Nato Coles and the Blue Diamond Band channel the ‘holy trinity’ of classic rock

The new full-length album from Nato Coles and the Blue Diamond Band.

  1. Listen

    Nato Coles and the Blue Diamond Band

At first glance, there seems to be little in common between punk rock and what we now think of as classic rock. In fact, punk was spawned in the late 1970s partly in reaction to the stadium rock of the era.

But veteran punk rocker Nato Coles is putting out an album with his project, fittingly named Nato Coles and The Blue Diamond Band,  that keeps its punk roots visible while heavily mining what Coles describes as his “holy trinity” of commercial rock: Bruce Springsteen, Tom Petty and Neil Young.

The band came together in 2010. But it was a slow evolution to where they are now, with Coles contributing the experience he gained playing in bands like The Used Kids.

“I have always loved the rock and roll that is sometimes called punk and the punk that’s sometimes called rock and roll,” Coles said. ”I was consciously trying to go for more of a punkish version of what Gram Parsons from the old Flying Burrito Brothers would have called cosmic American music, where it’s more rooted in older rock and roll, yet not anchored to the past, not encased in carbonite.”

Coles put together the Blue Diamond Band after moving to Minneapolis from Brooklyn.

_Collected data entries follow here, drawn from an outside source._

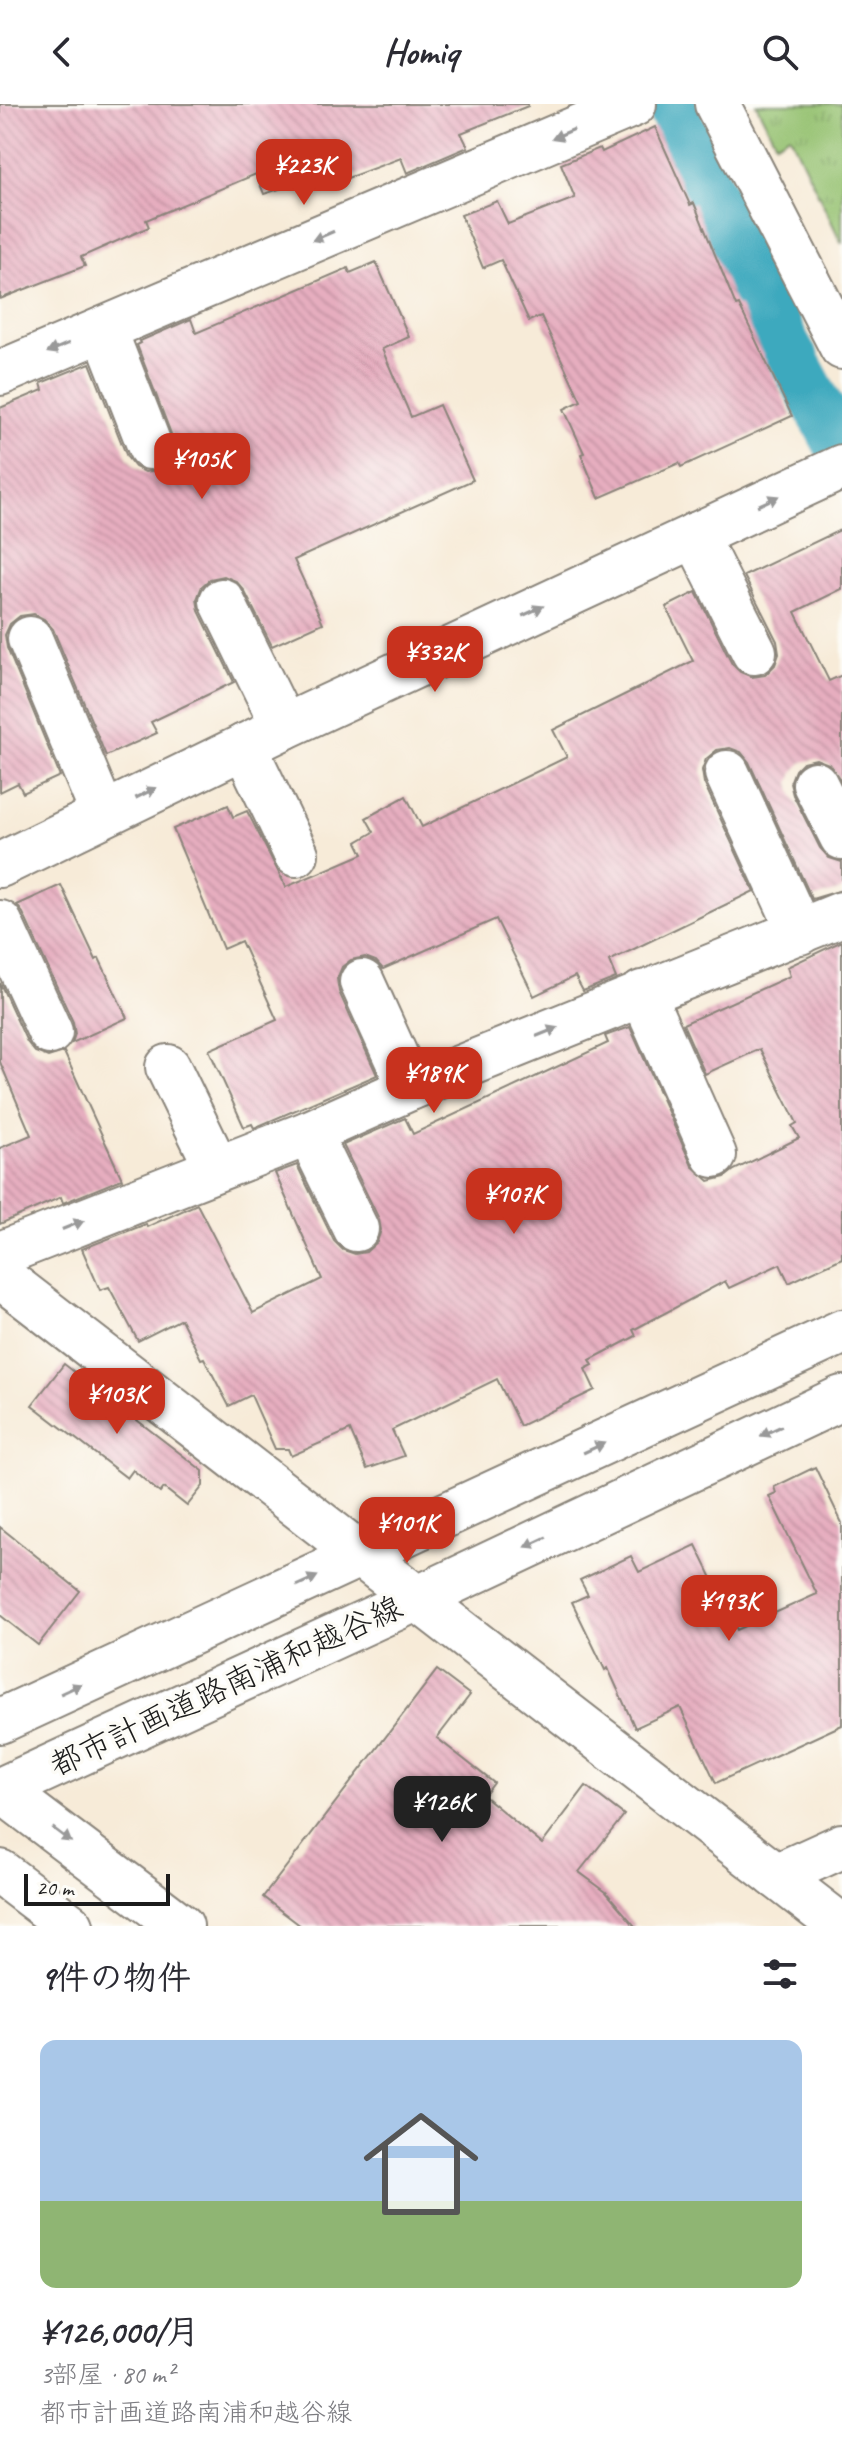 <!DOCTYPE html>
<html lang="ja">
<meta charset="utf-8">
<style>
body{margin:0;font-family:Caveat,"Klee One",sans-serif;background:#f2f2f3;color:#2b2b33;height:100vh;display:flex;flex-direction:column;font-size:30px;white-space:nowrap}
*{box-sizing:border-box;margin:0}
p{font-size:26px;color:#7c7c81}
.icon{flex:none;width:44px;height:44px;fill:none;stroke:currentColor;stroke-width:2;stroke-linecap:round;stroke-linejoin:round}
.map{position:relative;height:1822px;overflow:hidden}
.sheet{display:flex;flex-direction:column;background:#fff;flex:1}
.sheet>*{flex:none}
.scale{position:absolute;left:24px;bottom:20px;width:146px;box-sizing:border-box;padding-left:8px;border:4px solid #1c1c1c;border-top:0;font-size:22px;line-height:28px;white-space:nowrap;color:#1c1c1c;-webkit-text-stroke:6px #fdfcf7;paint-order:stroke}
.price{position:absolute;translate:-50% -68px;padding:0 18px;border-radius:16px;background:#c8321e;color:#fff;font-size:26px;line-height:52px;filter:drop-shadow(0 2px 4px #0008)}
.price::after{content:'';position:absolute;left:50%;top:48px;width:24px;height:18px;margin-left:-12px;background:inherit;clip-path:polygon(0 0,100% 0,50% 100%)}
.price.selected{background:#222;color:#fff}
ul{padding:0;list-style:none}
li{display:grid;align-content:center;gap:16px;height:424px;padding:0 40px}
li+li{border-top:2px solid #e1e1e2}
li span{display:grid;place-items:center;height:248px;border-radius:16px;color:#555}
li>.icon{margin-inline-start:auto}
span .icon{width:144px;height:144px;fill:#fffc;stroke-width:1}
li b{font-size:34px}
h2{display:flex;justify-content:space-between;align-items:center;height:96px;padding:0 40px;font-size:34px}
header{display:flex;justify-content:space-between;align-items:center;height:104px;padding:0 40px;background:#fff;font-size:36px;font-weight:700}
.map>svg:first-child{display:block}
.park{fill:url(#park-tufts);stroke:#586e46;stroke-width:2}
.lines{fill:none;stroke-linecap:round;stroke-linejoin:round}
.canal{stroke:#3ea9be;stroke-width:50}
.building{fill:url(#building-back-hatch)}
.minor-casing{stroke:#8a847a;stroke-width:48}
.major-casing{stroke:#8a847a;stroke-width:48}
.minor{stroke:#fff;stroke-width:44}
.major{stroke:#fff;stroke-width:44}
.oneway{fill:#999}
.labels{text-anchor:middle;dominant-baseline:central;stroke-width:7;stroke-linejoin:round;paint-order:stroke}
.street-label{font-size:32px;fill:#1c1c1c;stroke:#fdfcf7}
</style>
<header><svg class="icon" aria-label="back" viewBox="0 0 24 24"><path d="M15 5l-7 7 7 7"/></svg>Homiq<svg class="icon" aria-label="search" viewBox="0 0 24 24"><circle cx="10" cy="10" r="6"/><path d="M15 15l6 6"/></svg></header>
<div class="map">
<svg width="842" height="1822" viewBox="0 0 842 1822">
<defs>
<pattern id="park-tufts" width="24" height="20" patternUnits="userSpaceOnUse" patternTransform="scale(2)"><rect width="24" height="20" fill="#94c170"/><path d="M3 7l-1-3M5 7V3M7 7l1-3M15 17l-1-3M17 17v-4M19 17l1-3" fill="none" stroke="#7fa560"/></pattern>
<pattern id="building-back-hatch" width="6" height="6" patternUnits="userSpaceOnUse" patternTransform="scale(2)"><rect width="6" height="6" fill="#e6adbf"/><path d="M-1 5l2 2M0 0l6 6M5-1l2 2" fill="none" stroke="#c594a4"/></pattern>
</defs>
<rect width="100%" height="100%" fill="#fdfcf7"/>
<filter id="ink" filterUnits="userSpaceOnUse"><feTurbulence type="fractalNoise" baseFrequency=".0125" numOctaves="2"/><feDisplacementMap in="SourceGraphic" scale="16" xChannelSelector="R" yChannelSelector="G"/><feConvolveMatrix kernelMatrix="1 2 1 2 8 2 1 2 1" color-interpolation-filters="sRGB"/></filter>
<filter id="wash" filterUnits="userSpaceOnUse"><feTurbulence type="fractalNoise" baseFrequency=".006" numOctaves="4" result="noise"/><feDisplacementMap in="SourceGraphic" scale="32" xChannelSelector="R" yChannelSelector="G"/><feGaussianBlur stdDeviation="1.8" result="paint"/><feColorMatrix in="noise" values="0 0 0 0 0 0 0 0 0 0 0 0 0 0 0 0 0 1.4 0 .05"/><feComposite in="paint" operator="in"/></filter>
<g filter="url(#wash)">
<rect width="100%" height="100%" fill="#f7ebd8"/>
<polygon class="park" points="756,0 842,0 842,140 790,31 776,39"/>
<g class="lines">
<polyline class="canal" points="670,0 754,181 842,347"/>
</g>
<g id="blocks">
<g class="building">
<polygon points="0,0 528,0 528,2 461,29 468,43 407,69 401,54 326,82 322,71 264,90 256,70 146,116 149,123 81,153 85,162 0,195"/>
<polygon points="655,23 690,101 694,99 736,202 739,201 792,312 681,363 679,359 599,394 581,350 584,349 564,305 581,297 541,212 529,217 501,156 483,164 461,111 497,97 508,120 575,94 561,60 600,44 602,48"/>
<polygon points="376,158 409,233 382,245 411,313 439,301 473,376 294,456 323,519 272,542 244,486 236,477 224,472 210,475 202,482 197,495 199,507 234,578 151,618 157,629 106,652 53,525 44,515 34,510 20,512 10,520 5,531 7,544 60,672 23,689 18,679 0,688 0,304 43,286 41,279 90,259 127,353 135,363 145,368 158,366 170,358 174,348 173,335 137,241 141,239 140,237 191,215 196,229 348,164 350,169"/>
<polygon points="842,425 842,485 795,508 829,577 842,571 842,678 829,660 816,655 803,658 795,666 790,679 793,691 820,744 829,754 842,758 842,786 812,795 749,658 741,648 730,644 717,646 706,655 702,666 704,679 754,787 609,857 616,874 583,887 575,872 534,892 496,815 383,865 376,857 365,853 351,856 342,863 337,875 339,888 377,971 254,1024 252,1020 244,1023 209,946 277,916 241,837 223,845 173,725 228,701 233,713 247,707 286,783 363,750 357,738 374,728 366,714 406,692 422,723 567,653 553,626 693,557 666,503 696,488 732,560 740,568 752,573 765,571 775,561 779,550 777,537 744,472"/>
<polygon points="61,781 96,856 99,854 127,914 72,939 75,930 73,918 23,809 17,801"/>
<polygon points="842,837 842,1154 789,1179 780,1160 729,1184 725,1177 633,1226 636,1232 590,1256 593,1261 585,1265 595,1286 520,1322 497,1275 392,1326 404,1352 367,1365 350,1326 291,1352 288,1345 275,1345 251,1291 229,1302 204,1254 201,1255 181,1215 138,1237 109,1183 100,1186 82,1145 146,1120 147,1123 197,1100 253,1209 322,1175 275,1069 297,1061 334,1137 343,1146 355,1150 366,1148 377,1138 381,1126 379,1115 343,1041 405,1014 413,1030 608,939 605,932 630,923 692,1062 709,1077 725,1073 734,1066 799,1034 792,1022 797,1019 760,945 705,970 683,920 790,872 787,863"/>
<polygon points="0,879 27,938 35,948 48,953 64,948 122,1075 63,1099 61,1093 0,1120 0,1044 31,1031 0,958"/>
<polygon points="64,1260 203,1367 203,1382 187,1402 164,1384 160,1389 133,1366 127,1374 32,1301"/>
<polygon points="815,1363 842,1419 842,1621 716,1679 680,1603 635,1624 608,1564 605,1566 572,1498 588,1491 580,1476 631,1452 639,1468 696,1441 737,1526 817,1490 769,1392 776,1389 774,1383"/>
<polygon points="0,1423 80,1487 38,1541 0,1511"/>
<polygon points="437,1566 470,1591 437,1634 494,1679 484,1692 542,1740 586,1682 624,1711 579,1768 606,1788 635,1822 301,1822 263,1793"/>
</g>
</g>
</g>
<g filter="url(#ink)">
<use href="#blocks" fill-opacity="0" stroke="#8a847a" stroke-width="2"/>
<g class="lines">
<defs>
<g id="minor">
<polyline points="717,0 842,243"/>
<polyline points="104,225 150,343"/>
<polyline points="0,269 634,0"/>
<polyline points="695,431 754,548"/>
<polyline points="222,497 284,623"/>
<polyline points="30,535 103,710"/>
<polyline points="244,642 296,750"/>
<polyline points="727,669 800,828"/>
<polyline points="815,680 842,733"/>
<polyline points="0,761 284,623 842,363"/>
<polyline points="0,819 50,928"/>
<polyline points="362,878 410,984"/>
<polyline points="642,889 714,1051"/>
<polyline points="168,963 217,1064"/>
<polyline points="309,1029 356,1125"/>
<polyline points="0,1150 309,1029 410,984 842,810"/>
<polyline points="0,1172 841,1822"/>
<polyline points="0,1617 842,1228"/>
<polyline points="0,1686 418,1494 842,1294"/>
<polyline points="776,1772 842,1742"/>
</g>
<g id="major">
<polyline points="0,1685 181,1822"/>
<polyline points="0,1768 71,1822"/>
</g>
</defs>
<use href="#minor" class="minor-casing"/>
<use href="#major" class="major-casing"/>
<use href="#minor" class="minor"/>
<use href="#major" class="major"/>
</g>
<defs><path id="oneway-solid" d="M-6-.8H1V-3.2L6.5 0L1 3.2V.8H-6Z" transform="scale(2)"/></defs>
<g class="oneway">
<use href="#oneway-solid" transform="translate(563 30) rotate(157)"/>
<use href="#oneway-solid" transform="translate(323 132) rotate(157)"/>
<use href="#oneway-solid" transform="translate(58 244) rotate(157)"/>
<use href="#oneway-solid" transform="translate(768 397) rotate(-25)"/>
<use href="#oneway-solid" transform="translate(533 507) rotate(-25)"/>
<use href="#oneway-solid" transform="translate(146 689) rotate(-26)"/>
<use href="#oneway-solid" transform="translate(547 928) rotate(-22)"/>
<use href="#oneway-solid" transform="translate(73 1121) rotate(-22)"/>
<use href="#oneway-solid" transform="translate(771 1327) rotate(155)"/>
<use href="#oneway-solid" transform="translate(594 1344) rotate(-25)"/>
<use href="#oneway-solid" transform="translate(536 1438) rotate(155)"/>
<use href="#oneway-solid" transform="translate(307 1477) rotate(-25)"/>
<use href="#oneway-solid" transform="translate(71 1585) rotate(-25)"/>
<use href="#oneway-solid" transform="translate(62 1731) rotate(37)"/>
</g>
</g>
<g class="labels">
<g class="street-label">
<text transform="translate(226 1582) rotate(-25)">都市計画道路南浦和越谷線</text>
</g>
</g>
</svg>
<div class="scale">20 m</div>
<b class="price" style="left:304px;top:103px">¥223K</b>
<b class="price" style="left:202px;top:397px">¥105K</b>
<b class="price" style="left:435px;top:590px">¥332K</b>
<b class="price" style="left:434px;top:1011px">¥189K</b>
<b class="price" style="left:514px;top:1132px">¥107K</b>
<b class="price" style="left:117px;top:1332px">¥103K</b>
<b class="price" style="left:407px;top:1461px">¥101K</b>
<b class="price" style="left:729px;top:1539px">¥193K</b>
<b class="price selected" style="left:442px;top:1740px">¥126K</b>
</div>
<section class="sheet">
<h2>9件の物件<svg class="icon" aria-label="filters" viewBox="0 0 24 24"><path d="M4 7h16M4 17h16"/><circle cx="9" cy="7" r="2"/><circle cx="15" cy="17" r="2"/></svg></h2>
<ul>
<li><span style="background:linear-gradient(#a9c7e8 65%,#8fb573 0)"><svg class="icon" aria-label="home" viewBox="0 0 24 24"><path d="M3 11l9-7 9 7M6 9v11h12V9"/></svg></span><div><b>¥126,000/月</b><p>3部屋 · 80 m²</p><p>都市計画道路南浦和越谷線</p></div></li>
</ul>
</section>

But it wasn’t until the band’s first road trip that they really started to come together.

“We realized that we were four people who could really do this, that we wanted to play the dives, and basements and clubs,” Coles said. “I still haven’t got to the point where I can’t get some sleep on a hardwood floor as long as I have a sleeping bag.”

Coles and his band are hitting the road this summer, bringing their notoriously energetic live show to venues from the Northeast to the West Coast. Shows often consist of Coles bouncing around the stage or perched on tabletops while playing guitar solos. Coles says they want to project that level of energy, partly to break down the walls between the crowd and the band.

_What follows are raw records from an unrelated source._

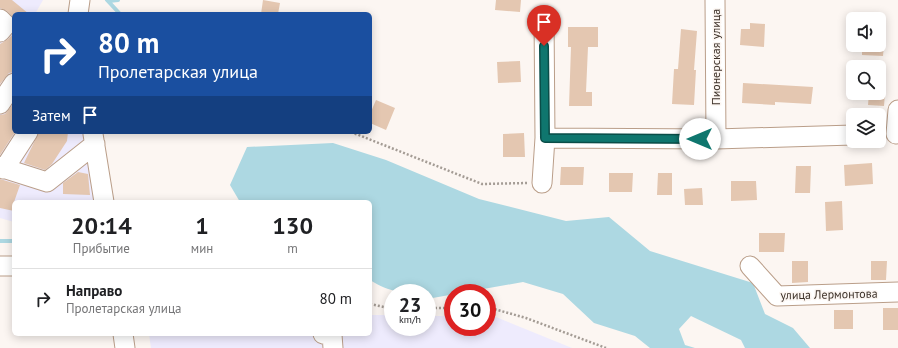 <!DOCTYPE html>
<html lang="ru">
<meta charset="utf-8">
<style>
body{margin:0;font-family:"PT Sans",sans-serif;background:#f2f2f2;color:#202124;height:100vh;display:flex;flex-direction:column;font-size:15px;white-space:nowrap}
*{box-sizing:border-box;margin:0}
p{font-size:13px;color:#757577}
.icon{flex:none;width:22px;height:22px;fill:none;stroke:currentColor;stroke-width:2;stroke-linecap:round;stroke-linejoin:round}
.map{position:relative;flex:1;overflow:hidden}
.panel{position:absolute;left:12px;top:200px;width:360px;height:136px;display:flex;flex-direction:column;background:#fff;border-radius:6px;box-shadow:0 2px 10px #0003}
.panel>*{flex:none}
.top-card{position:absolute;left:12px;top:12px;width:360px;height:122px;border-radius:6px;box-shadow:0 2px 10px #0003;background:#1a4fa0;color:#fff;overflow:hidden}
.fabs{position:absolute;left:846px;top:12px;display:grid;gap:8px}
.fabs a{display:grid;place-items:center;width:40px;height:40px;border-radius:6px;background:#fff;box-shadow:0 2px 10px #0003;font-size:20px}
.speed{position:absolute;left:384px;top:284px;display:flex;gap:8px;font-size:20px;font-weight:700;text-align:center}
.speed>*{display:grid;place-content:center;width:52px;height:52px;border-radius:50%;background:#fff;box-shadow:0 2px 10px #0003;line-height:1}
.speed small{font-size:10px;font-weight:400}
.speed .limit{border:6px solid #d22;background:#fff;color:#111}
.pin{position:absolute;display:grid;place-items:center;width:34px;height:34px;color:#fff;margin:-41px -17px;border-radius:50% 50% 50% 0;rotate:-45deg;box-shadow:0 0 4px #0007}
.pin .icon{rotate:45deg}
.me{position:absolute;width:44px;margin:-22px;rotate:270deg;stroke-linejoin:round;filter:drop-shadow(0 0 3px #0008)}
.turn{display:flex;align-items:center;gap:14px;height:84px;padding:0 20px;font-size:18px}
.turn .icon{width:52px;height:52px;stroke-width:2.5}
.turn b{display:block;font-size:28px;line-height:34px}
.then{display:flex;align-items:center;height:38px;padding:0 20px;background:#0003;gap:8px;font-size:15px}
.eta{display:flex;justify-content:space-evenly;align-items:center;height:68px;text-align:center}
.eta b{font-size:24px;font-weight:700;line-height:28px}
ul{padding:0;list-style:none}
li{display:flex;align-items:center;gap:12px;height:60px;padding:0 20px;border-top:1px solid #e0e0e0}
li div{flex:1}
li b{display:block;font-size:15px}
li em{font-style:normal}
.map>svg:first-child{display:block}
.industrial{fill:#eeebfd}
.water{fill:#add8e2}
.lines{fill:none;stroke-linecap:round;stroke-linejoin:round}
.stream{stroke:#add8e2;stroke-width:4}
.building{fill:#e4c7b1}
.minor-casing{stroke:#ba9e89;stroke-width:21}
.path{stroke:#a49c95;stroke-width:2.5;stroke-dasharray:2 2;stroke-linecap:butt}
.minor{stroke:#fff;stroke-width:19}
.route-casing{stroke:#0a4d48;stroke-width:10}
.route{stroke:#0f766e;stroke-width:7}
.labels{text-anchor:middle;dominant-baseline:central;stroke-width:3;stroke-linejoin:round;paint-order:stroke}
.street-label{font-size:12px;fill:#3c3128;stroke:#fcf6f2}
</style>
<div class="map">
<svg width="898" height="348" viewBox="0 0 898 348">
<rect width="100%" height="100%" fill="#fcf6f2"/>
<path class="industrial" d="M0 0H43L35 14H14V132H84L99 202H14V222L0 218Z
M370 315H393V327H427V316H453V327H487V317H496L572 348H151L149 334H370Z"/>
<path class="water" d="M333 143 386 160 479 199 566 221 609 217 650 251 753 283 765 314 793 328 810 348H745L741 340 691 316 679 329 685 345 695 348H650L635 336 594 323 563 294 523 282 427 299V293C404 293 390 293 370 280V202H240L230 185 247 147Z"/>
<g class="lines">
<path class="stream" d="M107 0 120 14
M109 1 118 0
M0 241H14"/>
</g>
<path class="building" d="M0 0H12L29 14H14V18L7 11 0 8Z
M263 0 280 3 278 14H261Z
M496 0H521L520 12 495 10Z
M750 23 765 24 764 47 740 45 741 29H750Z
M568 27H598V47H588L586 92H592V106H569L571 47H568Z
M681 29 697 31 694 70H696L694 105 672 104 674 69H678Z
M14 33V72L9 73 0 84V44L8 39Z
M862 45H884L883 56 862 55Z
M520 61 521 82 498 83 497 62Z
M743 83 813 87 811 104 775 102V105L742 103Z
M869 93H885L884 106 868 105Z
M376 100 395 108 386 130 370 123V114Z
M14 103 15 132 0 155V115L5 114Z
M39 132H68L67 141 52 164 45 170 24 163Z
M524 133 525 157H503V134Z
M872 163 873 184 845 186 844 165Z
M796 166H811L810 193H795Z
M561 167H584L583 185H560Z
M78 172 88 174 90 195 63 194V183Z
M609 173H633L632 192H609Z
M658 173H672V195H657Z
M0 179 20 185 14 202V211L0 208Z
M731 181H756L757 200 731 201Z
M702 188 703 205H685L684 189Z
M842 201 843 230 826 231 825 202Z
M759 233H785L784 252H759Z
M792 261H808V282L792 283Z
M871 261H887L886 280H871Z
M883 308H898V330H883Z
M834 310H853V329H834Z"/>
<g class="lines">
<g class="minor-casing">
<path id="minor" d="M715 0 716 139
M78 14 80 0
M0 19 6 25 0 32
M0 104 14 83
M93 134 104 202
M896 134 898 110
M545 138 716 139 853 135
M0 167 47 182 95 144
M4 169 28 132
M542 183 545 138 544 16
M0 266H14
M750 266 777 296 898 292
M123 334 125 348
M323 334 332 335 333 348"/>
</g>
<path class="path" d="M351 132 482 184 527 183
M370 304 384 307H393
M487 307 526 318 606 348
M427 308H453"/>
<use href="#minor" class="minor"/>
</g>
<g class="lines">
<g class="route-casing">
<path id="route" d="M544 46 545 138 700 139"/>
</g>
<use href="#route" class="route"/>
</g>
<g class="labels">
<g class="street-label">
<text transform="translate(715 57) rotate(-90)">Пионерская улица</text>
<text transform="translate(829 294) rotate(-1)">улица Лермонтова</text>
</g>
</g>
</svg>
<div class="fabs">
<a><svg class="icon" aria-label="sound" viewBox="0 0 24 24"><path d="M4 9h4l5-4v14l-5-4H4zM17 9q2 3 0 6"/></svg></a>
<a><svg class="icon" aria-label="search" viewBox="0 0 24 24"><circle cx="10" cy="10" r="6"/><path d="M15 15l6 6"/></svg></a>
<a><svg class="icon" aria-label="layers" viewBox="0 0 24 24"><path d="M12 4l9 5-9 5-9-5zM3 14l9 5 9-5"/></svg></a>
</div>
<div class="speed"><div>23<small>km/h</small></div><div class="limit">30</div></div>
<div class="pin" style="left:544px;top:46px;background:#d93025"><svg class="icon" aria-label="arrive" viewBox="0 0 24 24"><path d="M6 21V4h12l-3 4 3 4H6"/></svg></div>
<svg class="me" style="left:700px;top:139px" viewBox="-20 -20 40 40"><circle r="19" fill="#fff"/><path d="M0-13L10 11 0 6-10 11z" fill="#0f766e"/></svg>
<div class="top-card">
<div class="turn"><svg class="icon" aria-label="right" viewBox="0 0 24 24"><path d="M7 20v-9h11M14 6l5 5-5 5"/></svg><div><b>80 m</b>Пролетарская улица</div></div>
<div class="then">Затем<svg class="icon" aria-label="arrive" viewBox="0 0 24 24"><path d="M6 21V4h12l-3 4 3 4H6"/></svg></div>
</div>
<section class="panel">
<div class="eta">
<div><b>20:14</b><p>Прибытие</p></div>
<div><b>1</b><p>мин</p></div>
<div><b>130</b><p>m</p></div>
</div>
<ul>
<li><svg class="icon" aria-label="right" viewBox="0 0 24 24"><path d="M7 20v-9h11M14 6l5 5-5 5"/></svg><div><b>Направо</b><p>Пролетарская улица</p></div><em>80 m</em></li>
</ul>
</section>
</div>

“I consciously want people who see the band to come away not thinking that they just watched four guys get up on stage and have a glorified band practice,” Coles said. “We’re a band. We’re putting on a show. We’re consciously trying to work harder than anybody else out there.”

Nato Coles and the Blue Diamond Band are hosting two record release shows on Saturday for their new album Promises to Deliver. An all ages show will take place at Hymie’s Records in Minneapolis in the afternoon,  followed by a bar show at the Turf Club in St. Paul.

And after the release shows and tours, what does the future hold for Nato Coles and the Blue Diamond Band?

“There’s a saying about punk rockers,”Coles said. “We’re kind of like giant tortoises. Most of us don’t make it to 25, but if we make it past that we might live forever.”